Glossary

The NICE glossary provides brief definitions and explanations of terms used on the website. The terms describe how NICE works and how its guidance is produced.

Our glossary excludes specific clinical and medical terms. If you cannot find the term you are looking for, please email us so that we can consider adding it to the glossary.

Some definitions and examples are based on those in the HTAi consumer and patient glossary, with thanks to Health Technology Assessment International.

For terms used in social care, the Care and Support Jargon Buster from Think Local Act Personal is a useful guide to the most commonly used social care words and phrases, and what they mean.

  • Negative predictive value

    The proportion of people with a negative test result who do not have the disease or characteristic. It is different from specificity.

  • Net benefit

    The value of the benefit from a test, treatment or procedure, minus its total costs. It can be expressed in health (for example, using quality-adjusted life years) or monetary terms.

  • Net health benefit

    The difference between the total expected quality-adjusted life years and the health expected to be forgone elsewhere (these are the total expected costs divided by the maximum acceptable incremental cost-effectiveness ratio value).

  • Net monetary benefit

    The difference between the monetary value of total expected quality-adjusted life years (QALYs) and total expected costs. Total expected QALYs are calculated by multiplying expected QALYs by the maximum acceptable incremental cost-effectiveness ratio value.

  • Network meta-analysis

    An analysis that compares 2 or more interventions using a combination of direct evidence (from studies that directly compare the interventions of interest) and indirect evidence (from studies that do not compare the interventions of interest directly).

  • NICE advice

    This is a support service for pharmaceutical and healthtech companies seeking to enter the NHS market.

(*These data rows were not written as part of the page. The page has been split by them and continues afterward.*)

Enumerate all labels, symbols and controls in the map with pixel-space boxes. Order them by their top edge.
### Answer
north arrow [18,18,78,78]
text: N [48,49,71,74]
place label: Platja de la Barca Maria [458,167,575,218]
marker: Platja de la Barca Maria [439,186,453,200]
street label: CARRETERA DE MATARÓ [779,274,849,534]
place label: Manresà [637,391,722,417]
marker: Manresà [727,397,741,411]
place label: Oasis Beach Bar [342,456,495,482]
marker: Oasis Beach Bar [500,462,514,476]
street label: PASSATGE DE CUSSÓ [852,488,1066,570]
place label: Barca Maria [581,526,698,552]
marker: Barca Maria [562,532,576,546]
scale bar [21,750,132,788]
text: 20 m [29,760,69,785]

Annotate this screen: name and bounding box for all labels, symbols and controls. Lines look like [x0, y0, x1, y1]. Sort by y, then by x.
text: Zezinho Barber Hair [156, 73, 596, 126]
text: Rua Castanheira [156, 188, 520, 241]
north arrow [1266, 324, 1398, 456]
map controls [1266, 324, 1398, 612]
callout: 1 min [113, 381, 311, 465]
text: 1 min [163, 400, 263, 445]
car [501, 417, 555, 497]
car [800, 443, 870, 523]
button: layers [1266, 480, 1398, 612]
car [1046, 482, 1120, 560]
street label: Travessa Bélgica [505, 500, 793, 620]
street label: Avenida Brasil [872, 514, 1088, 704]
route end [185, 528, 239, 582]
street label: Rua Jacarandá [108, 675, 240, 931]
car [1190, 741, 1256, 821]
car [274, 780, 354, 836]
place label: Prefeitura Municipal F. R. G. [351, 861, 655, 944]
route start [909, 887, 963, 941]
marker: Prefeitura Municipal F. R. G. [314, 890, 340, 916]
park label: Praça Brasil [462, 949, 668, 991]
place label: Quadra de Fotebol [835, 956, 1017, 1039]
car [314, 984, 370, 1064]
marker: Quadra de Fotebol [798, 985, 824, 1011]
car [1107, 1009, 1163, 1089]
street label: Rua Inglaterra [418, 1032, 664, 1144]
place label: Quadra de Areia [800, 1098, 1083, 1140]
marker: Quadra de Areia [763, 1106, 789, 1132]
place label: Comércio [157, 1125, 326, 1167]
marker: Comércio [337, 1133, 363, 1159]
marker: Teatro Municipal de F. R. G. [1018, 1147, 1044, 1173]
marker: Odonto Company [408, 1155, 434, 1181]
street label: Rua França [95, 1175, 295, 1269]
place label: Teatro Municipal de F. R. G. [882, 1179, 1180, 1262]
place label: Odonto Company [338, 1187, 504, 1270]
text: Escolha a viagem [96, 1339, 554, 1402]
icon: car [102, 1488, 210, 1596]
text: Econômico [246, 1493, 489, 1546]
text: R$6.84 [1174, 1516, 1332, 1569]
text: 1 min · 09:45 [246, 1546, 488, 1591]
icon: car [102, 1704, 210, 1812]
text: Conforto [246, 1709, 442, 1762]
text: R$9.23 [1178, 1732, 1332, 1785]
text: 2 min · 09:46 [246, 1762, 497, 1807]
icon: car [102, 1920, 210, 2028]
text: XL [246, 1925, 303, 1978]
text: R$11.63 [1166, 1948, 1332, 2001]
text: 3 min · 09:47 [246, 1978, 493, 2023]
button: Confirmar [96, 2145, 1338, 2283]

Its aim is to help companies prepare for a NICE evaluation, or engagement with NHS payers or commissioners, by providing accurate and reliable scientific and strategic advice, education and NHS insights. 

  • NICE guidance

    Evidence-based recommendations produced by NICE. There are 6 types of guidance:

    • guidelines covering clinical topics, medicines practice, public health and social care
    • diagnostics guidance
    • health technology evaluations
    • highly specialised technology guidance
    • interventional procedures guidance
    • medical technologies guidance
    • technology appraisals guidance.

    All guidance is developed by independent committees and is consulted on. NICE may also publish supporting documents for each piece of guidance, including advice on how to put the guidance into practice, and information on its costs, and the evidence it is based on.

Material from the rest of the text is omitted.